YOUR TASK
Only one stretch of the data below should be repeated: the lines from the line containing "height:2.5px; margin-top:-1.25px; transform-origin:0;" through the line containing "width:19px; height:19px; translate:-50%", inclusive, exactly as they are.

(Saved entries)
*-*-*

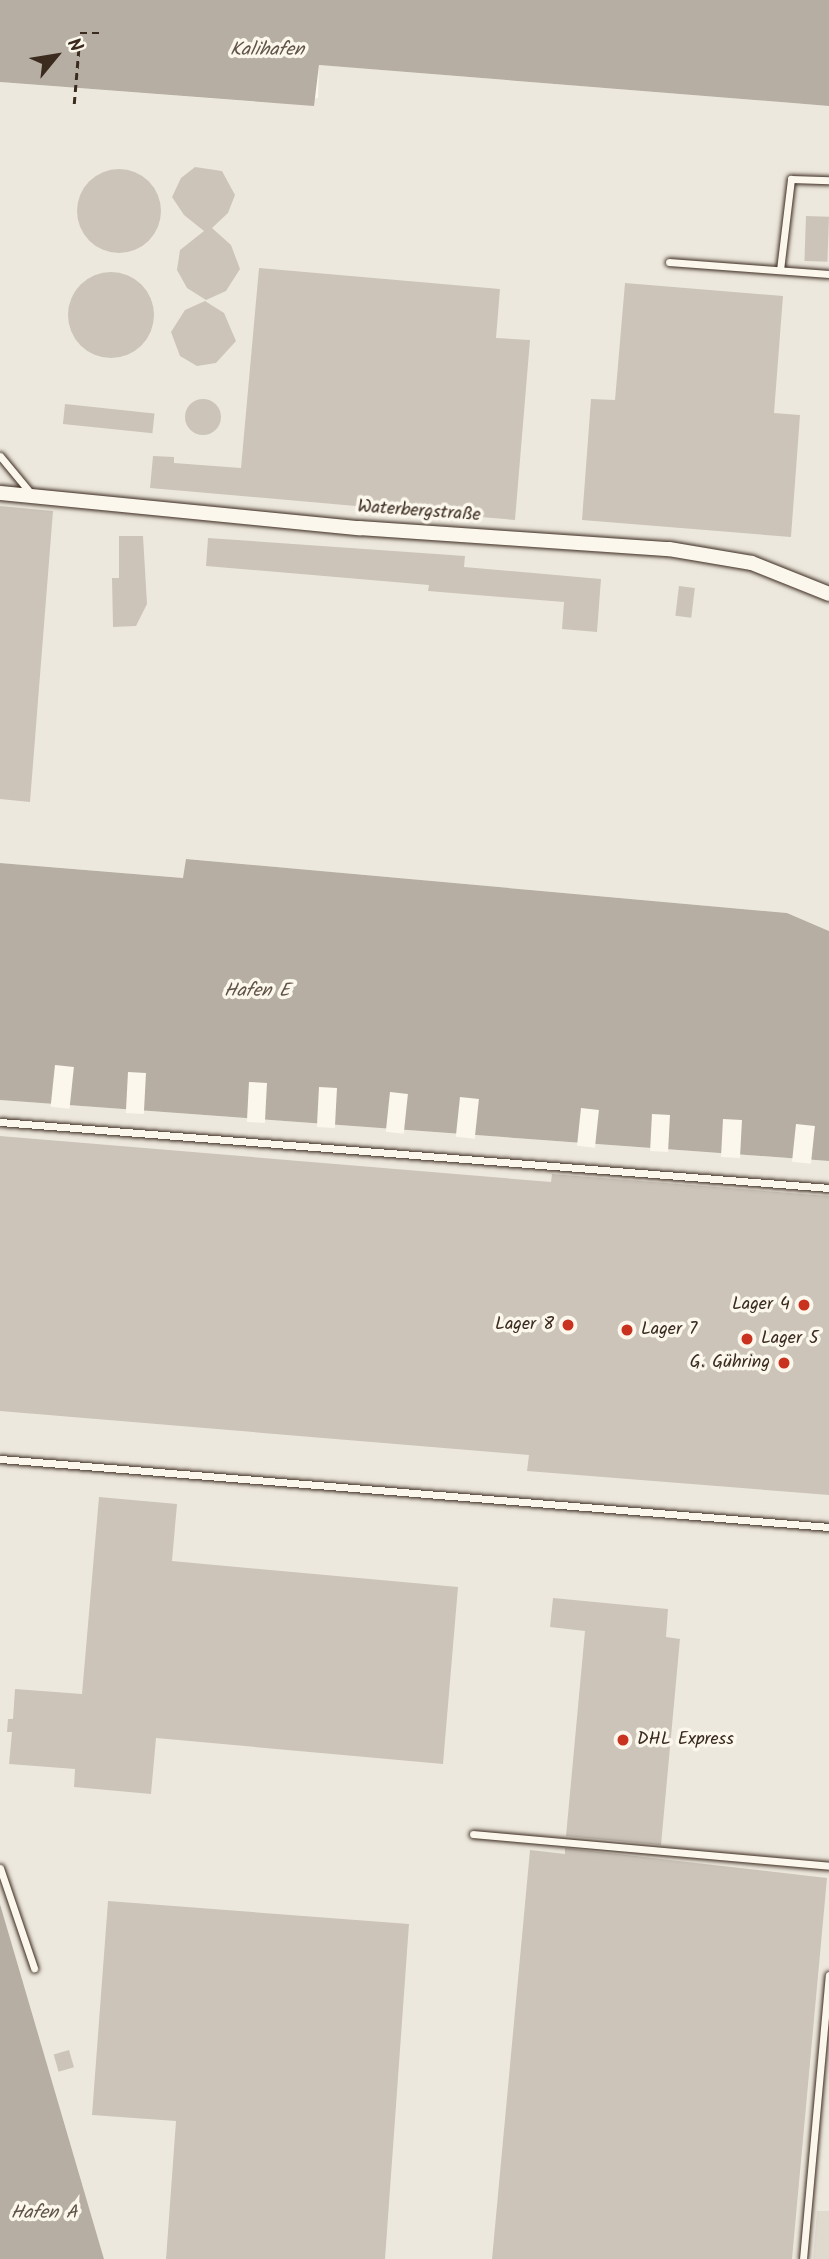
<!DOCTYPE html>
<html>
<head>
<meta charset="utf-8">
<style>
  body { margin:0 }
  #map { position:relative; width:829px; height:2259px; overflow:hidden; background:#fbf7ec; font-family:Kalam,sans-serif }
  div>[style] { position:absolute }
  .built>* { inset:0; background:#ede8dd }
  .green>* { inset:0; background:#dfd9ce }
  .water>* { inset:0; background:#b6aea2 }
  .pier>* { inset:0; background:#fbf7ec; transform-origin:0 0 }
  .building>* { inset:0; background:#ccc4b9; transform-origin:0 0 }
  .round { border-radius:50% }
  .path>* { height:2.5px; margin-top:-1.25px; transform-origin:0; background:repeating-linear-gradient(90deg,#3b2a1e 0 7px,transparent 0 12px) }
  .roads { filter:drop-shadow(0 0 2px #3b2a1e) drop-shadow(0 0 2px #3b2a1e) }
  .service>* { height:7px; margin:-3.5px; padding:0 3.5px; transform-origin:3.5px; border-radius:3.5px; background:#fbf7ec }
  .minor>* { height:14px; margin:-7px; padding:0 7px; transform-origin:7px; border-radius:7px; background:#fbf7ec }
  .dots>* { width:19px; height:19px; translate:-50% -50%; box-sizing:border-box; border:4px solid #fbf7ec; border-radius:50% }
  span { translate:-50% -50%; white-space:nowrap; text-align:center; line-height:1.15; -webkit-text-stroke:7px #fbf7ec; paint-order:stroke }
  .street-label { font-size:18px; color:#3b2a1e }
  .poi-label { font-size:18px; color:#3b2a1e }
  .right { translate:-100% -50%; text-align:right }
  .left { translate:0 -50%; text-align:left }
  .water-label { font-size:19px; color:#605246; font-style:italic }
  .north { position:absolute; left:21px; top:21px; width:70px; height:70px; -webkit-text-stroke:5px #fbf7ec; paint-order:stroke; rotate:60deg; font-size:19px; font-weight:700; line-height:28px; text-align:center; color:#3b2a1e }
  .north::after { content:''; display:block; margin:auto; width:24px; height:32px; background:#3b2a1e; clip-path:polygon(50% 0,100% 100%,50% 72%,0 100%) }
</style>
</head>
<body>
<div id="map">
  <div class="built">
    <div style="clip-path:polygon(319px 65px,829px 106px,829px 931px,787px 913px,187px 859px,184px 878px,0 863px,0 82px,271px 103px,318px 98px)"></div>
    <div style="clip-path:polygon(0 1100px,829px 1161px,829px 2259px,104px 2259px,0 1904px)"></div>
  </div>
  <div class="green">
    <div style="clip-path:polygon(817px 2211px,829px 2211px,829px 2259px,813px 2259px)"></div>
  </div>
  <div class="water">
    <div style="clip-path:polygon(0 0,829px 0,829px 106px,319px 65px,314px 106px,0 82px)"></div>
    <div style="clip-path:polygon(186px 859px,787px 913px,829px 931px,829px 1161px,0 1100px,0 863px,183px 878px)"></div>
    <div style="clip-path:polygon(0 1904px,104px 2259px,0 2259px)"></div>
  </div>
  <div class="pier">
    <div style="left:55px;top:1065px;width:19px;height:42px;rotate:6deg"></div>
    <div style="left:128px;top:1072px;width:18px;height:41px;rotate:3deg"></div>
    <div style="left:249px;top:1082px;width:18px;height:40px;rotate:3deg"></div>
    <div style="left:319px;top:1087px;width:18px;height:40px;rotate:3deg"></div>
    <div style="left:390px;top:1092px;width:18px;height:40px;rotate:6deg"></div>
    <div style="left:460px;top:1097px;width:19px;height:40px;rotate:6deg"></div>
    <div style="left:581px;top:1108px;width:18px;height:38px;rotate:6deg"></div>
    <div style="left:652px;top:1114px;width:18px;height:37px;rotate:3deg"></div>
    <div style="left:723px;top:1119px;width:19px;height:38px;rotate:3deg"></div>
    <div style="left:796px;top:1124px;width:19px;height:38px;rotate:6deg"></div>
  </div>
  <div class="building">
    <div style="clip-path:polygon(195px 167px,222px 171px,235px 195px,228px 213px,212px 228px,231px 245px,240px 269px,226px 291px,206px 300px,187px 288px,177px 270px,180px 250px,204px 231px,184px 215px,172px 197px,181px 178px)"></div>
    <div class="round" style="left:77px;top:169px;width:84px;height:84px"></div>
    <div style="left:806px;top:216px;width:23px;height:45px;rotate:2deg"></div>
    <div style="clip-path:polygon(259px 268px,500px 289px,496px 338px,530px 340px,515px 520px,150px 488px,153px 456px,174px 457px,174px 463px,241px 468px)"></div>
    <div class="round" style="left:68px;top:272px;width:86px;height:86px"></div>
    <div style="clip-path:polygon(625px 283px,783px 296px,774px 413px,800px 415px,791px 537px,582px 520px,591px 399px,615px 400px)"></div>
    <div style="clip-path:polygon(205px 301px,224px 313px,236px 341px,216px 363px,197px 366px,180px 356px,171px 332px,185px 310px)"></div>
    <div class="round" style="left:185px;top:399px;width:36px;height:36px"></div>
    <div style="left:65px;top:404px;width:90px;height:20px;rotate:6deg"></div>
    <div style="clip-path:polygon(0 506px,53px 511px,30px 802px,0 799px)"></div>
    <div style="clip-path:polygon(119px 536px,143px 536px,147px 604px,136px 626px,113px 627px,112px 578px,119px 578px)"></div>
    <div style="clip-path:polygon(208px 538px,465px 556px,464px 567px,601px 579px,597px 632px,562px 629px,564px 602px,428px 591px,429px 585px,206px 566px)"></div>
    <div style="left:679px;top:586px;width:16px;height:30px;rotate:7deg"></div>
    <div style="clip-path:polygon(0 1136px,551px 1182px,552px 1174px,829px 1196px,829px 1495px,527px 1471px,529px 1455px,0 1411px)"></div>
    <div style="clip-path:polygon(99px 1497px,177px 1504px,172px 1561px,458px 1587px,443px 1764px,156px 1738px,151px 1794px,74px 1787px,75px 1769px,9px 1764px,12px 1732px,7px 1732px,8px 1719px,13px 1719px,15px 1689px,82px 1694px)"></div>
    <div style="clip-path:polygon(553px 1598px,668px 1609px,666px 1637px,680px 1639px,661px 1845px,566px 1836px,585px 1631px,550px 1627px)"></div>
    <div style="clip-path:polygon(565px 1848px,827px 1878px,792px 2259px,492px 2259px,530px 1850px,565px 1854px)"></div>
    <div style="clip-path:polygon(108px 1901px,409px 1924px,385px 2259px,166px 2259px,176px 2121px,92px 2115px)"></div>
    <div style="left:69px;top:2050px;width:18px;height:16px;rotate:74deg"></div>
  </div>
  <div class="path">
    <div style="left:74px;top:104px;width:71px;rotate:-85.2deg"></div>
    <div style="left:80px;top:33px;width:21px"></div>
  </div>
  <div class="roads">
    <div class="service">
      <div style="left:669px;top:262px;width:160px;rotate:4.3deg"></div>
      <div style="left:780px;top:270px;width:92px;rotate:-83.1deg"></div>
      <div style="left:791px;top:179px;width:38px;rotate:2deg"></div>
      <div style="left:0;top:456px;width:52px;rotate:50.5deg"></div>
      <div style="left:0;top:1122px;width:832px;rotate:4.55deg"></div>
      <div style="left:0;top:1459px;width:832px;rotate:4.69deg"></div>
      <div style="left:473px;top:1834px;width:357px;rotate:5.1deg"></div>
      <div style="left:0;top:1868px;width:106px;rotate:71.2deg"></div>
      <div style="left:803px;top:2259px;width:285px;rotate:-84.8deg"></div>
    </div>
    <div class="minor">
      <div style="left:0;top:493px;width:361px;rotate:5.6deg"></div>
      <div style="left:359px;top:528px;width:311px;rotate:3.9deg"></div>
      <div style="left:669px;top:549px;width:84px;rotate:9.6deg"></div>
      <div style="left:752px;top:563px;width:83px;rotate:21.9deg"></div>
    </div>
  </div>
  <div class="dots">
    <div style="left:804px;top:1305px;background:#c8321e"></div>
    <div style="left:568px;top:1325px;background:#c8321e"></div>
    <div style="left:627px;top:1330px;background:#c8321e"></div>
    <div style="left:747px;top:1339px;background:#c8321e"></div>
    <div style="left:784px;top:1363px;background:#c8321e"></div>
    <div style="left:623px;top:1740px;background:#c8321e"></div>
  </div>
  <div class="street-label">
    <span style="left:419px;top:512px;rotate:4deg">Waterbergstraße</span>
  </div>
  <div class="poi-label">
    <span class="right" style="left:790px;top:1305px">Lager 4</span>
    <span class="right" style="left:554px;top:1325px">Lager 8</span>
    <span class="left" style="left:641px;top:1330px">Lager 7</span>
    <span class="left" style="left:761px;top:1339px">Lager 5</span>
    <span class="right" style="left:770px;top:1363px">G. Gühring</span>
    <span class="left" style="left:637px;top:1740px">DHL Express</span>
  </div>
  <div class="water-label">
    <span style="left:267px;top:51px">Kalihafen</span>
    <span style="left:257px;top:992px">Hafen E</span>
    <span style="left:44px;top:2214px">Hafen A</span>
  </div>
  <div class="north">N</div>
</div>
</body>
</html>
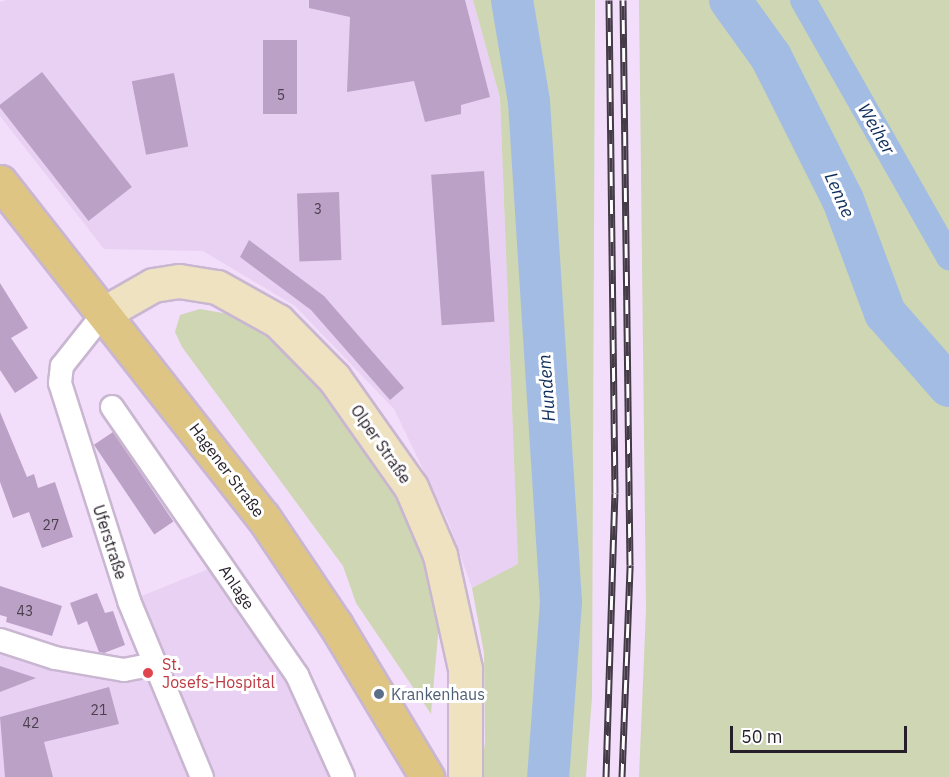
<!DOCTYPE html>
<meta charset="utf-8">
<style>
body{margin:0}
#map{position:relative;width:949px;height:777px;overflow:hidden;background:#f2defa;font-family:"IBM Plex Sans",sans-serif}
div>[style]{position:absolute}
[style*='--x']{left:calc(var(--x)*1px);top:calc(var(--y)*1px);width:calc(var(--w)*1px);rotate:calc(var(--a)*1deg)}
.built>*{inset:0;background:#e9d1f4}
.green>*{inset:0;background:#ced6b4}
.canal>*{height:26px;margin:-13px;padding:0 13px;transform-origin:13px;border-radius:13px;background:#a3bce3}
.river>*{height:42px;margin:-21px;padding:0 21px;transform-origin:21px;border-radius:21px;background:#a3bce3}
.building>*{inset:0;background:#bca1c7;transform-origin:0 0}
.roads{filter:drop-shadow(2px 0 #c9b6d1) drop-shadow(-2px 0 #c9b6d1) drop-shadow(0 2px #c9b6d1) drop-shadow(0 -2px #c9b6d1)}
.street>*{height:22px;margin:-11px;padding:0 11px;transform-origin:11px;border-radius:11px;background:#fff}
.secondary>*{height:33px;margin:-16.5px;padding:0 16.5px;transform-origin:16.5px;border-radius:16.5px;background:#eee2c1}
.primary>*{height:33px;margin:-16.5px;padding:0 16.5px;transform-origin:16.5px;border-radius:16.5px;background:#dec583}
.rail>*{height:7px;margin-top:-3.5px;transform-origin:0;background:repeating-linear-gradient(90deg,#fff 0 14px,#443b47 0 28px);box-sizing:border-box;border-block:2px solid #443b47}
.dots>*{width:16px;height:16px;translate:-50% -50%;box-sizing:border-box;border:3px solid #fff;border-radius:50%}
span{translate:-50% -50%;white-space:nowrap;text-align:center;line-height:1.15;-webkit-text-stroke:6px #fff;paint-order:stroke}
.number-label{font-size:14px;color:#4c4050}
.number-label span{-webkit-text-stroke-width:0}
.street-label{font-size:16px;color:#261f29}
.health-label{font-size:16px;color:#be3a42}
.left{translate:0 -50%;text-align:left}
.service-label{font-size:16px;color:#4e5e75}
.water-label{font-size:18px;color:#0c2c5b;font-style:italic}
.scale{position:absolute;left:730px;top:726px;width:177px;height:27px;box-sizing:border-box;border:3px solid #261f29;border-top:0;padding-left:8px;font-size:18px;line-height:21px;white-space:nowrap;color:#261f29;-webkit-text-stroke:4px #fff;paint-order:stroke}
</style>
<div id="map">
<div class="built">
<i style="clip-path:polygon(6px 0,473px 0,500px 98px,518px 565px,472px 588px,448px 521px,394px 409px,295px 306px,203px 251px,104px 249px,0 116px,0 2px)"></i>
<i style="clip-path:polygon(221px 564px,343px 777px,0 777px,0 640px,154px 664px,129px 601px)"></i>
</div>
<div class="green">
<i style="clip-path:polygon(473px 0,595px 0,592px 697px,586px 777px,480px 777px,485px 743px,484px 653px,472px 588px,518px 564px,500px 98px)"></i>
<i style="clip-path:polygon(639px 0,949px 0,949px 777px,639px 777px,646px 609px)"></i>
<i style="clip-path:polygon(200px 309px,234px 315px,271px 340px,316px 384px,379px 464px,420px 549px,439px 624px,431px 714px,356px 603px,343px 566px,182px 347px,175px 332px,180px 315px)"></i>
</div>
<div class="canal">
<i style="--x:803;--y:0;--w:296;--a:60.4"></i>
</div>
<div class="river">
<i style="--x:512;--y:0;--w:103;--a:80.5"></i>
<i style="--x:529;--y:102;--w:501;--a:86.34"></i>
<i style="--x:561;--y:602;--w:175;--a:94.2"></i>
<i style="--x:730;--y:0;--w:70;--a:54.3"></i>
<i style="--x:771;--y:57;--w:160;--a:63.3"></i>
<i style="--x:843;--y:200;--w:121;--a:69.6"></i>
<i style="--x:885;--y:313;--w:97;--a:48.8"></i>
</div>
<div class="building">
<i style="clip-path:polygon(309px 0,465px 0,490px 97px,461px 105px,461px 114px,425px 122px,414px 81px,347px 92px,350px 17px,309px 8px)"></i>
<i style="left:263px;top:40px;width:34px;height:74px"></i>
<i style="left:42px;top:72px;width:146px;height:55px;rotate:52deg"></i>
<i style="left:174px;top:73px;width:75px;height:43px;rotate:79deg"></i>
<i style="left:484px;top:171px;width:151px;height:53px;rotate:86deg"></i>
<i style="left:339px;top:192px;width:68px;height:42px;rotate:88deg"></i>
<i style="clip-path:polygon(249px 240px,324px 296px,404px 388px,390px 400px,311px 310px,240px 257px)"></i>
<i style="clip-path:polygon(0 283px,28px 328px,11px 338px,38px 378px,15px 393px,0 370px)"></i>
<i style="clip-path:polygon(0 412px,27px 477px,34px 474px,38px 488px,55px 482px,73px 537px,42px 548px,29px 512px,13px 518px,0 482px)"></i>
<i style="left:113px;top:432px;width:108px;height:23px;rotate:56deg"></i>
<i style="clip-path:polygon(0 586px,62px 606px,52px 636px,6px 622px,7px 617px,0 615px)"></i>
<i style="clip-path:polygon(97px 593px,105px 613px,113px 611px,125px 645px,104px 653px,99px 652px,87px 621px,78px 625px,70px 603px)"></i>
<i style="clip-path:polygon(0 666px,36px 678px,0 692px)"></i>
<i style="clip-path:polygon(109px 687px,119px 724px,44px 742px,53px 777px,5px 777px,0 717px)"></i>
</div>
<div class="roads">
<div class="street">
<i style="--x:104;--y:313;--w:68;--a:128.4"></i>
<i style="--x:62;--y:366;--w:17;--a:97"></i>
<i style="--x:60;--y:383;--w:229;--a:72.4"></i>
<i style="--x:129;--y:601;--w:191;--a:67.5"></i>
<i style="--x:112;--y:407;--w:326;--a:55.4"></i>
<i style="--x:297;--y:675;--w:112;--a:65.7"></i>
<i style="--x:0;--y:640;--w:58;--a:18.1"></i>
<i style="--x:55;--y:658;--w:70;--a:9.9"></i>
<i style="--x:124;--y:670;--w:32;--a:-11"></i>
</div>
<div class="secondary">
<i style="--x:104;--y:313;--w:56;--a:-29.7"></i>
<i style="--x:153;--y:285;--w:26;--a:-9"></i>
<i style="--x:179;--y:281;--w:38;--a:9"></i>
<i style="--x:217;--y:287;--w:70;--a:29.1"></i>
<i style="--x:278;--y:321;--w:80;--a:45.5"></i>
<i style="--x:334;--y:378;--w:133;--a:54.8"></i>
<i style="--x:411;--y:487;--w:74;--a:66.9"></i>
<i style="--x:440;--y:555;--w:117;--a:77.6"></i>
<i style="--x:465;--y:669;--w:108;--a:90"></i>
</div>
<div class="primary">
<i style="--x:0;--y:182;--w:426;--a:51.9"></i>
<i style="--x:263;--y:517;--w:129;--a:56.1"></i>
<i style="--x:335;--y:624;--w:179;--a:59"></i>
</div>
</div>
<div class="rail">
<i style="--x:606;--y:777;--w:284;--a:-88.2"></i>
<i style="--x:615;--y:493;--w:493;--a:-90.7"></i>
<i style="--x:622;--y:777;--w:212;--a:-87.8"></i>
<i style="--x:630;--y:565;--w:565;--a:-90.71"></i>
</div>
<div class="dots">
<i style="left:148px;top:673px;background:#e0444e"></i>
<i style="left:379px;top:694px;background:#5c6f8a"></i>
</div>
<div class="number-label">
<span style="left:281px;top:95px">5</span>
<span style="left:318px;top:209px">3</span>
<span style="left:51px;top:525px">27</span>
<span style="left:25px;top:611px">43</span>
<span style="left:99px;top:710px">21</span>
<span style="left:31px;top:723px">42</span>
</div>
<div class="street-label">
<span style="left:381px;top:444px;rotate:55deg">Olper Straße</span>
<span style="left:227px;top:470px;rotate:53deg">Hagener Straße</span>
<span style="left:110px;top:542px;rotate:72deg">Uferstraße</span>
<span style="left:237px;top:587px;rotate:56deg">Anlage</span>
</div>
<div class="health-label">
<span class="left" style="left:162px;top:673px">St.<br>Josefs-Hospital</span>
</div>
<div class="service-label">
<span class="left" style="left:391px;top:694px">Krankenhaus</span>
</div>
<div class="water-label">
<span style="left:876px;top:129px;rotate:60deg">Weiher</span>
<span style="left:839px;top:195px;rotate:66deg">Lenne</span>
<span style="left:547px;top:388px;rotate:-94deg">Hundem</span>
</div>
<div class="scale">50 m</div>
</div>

*-*-*

RESPONSE TO THIS EXERCISE
  .path>* { height:2.5px; margin-top:-1.25px; transform-origin:0; background:repeating-linear-gradient(90deg,#3b2a1e 0 7px,transparent 0 12px) }
  .roads { filter:drop-shadow(0 0 2px #3b2a1e) drop-shadow(0 0 2px #3b2a1e) }
  .service>* { height:7px; margin:-3.5px; padding:0 3.5px; transform-origin:3.5px; border-radius:3.5px; background:#fbf7ec }
  .minor>* { height:14px; margin:-7px; padding:0 7px; transform-origin:7px; border-radius:7px; background:#fbf7ec }
  .dots>* { width:19px; height:19px; translate:-50% -50%; box-sizing:border-box; border:4px solid #fbf7ec; border-radius:50% }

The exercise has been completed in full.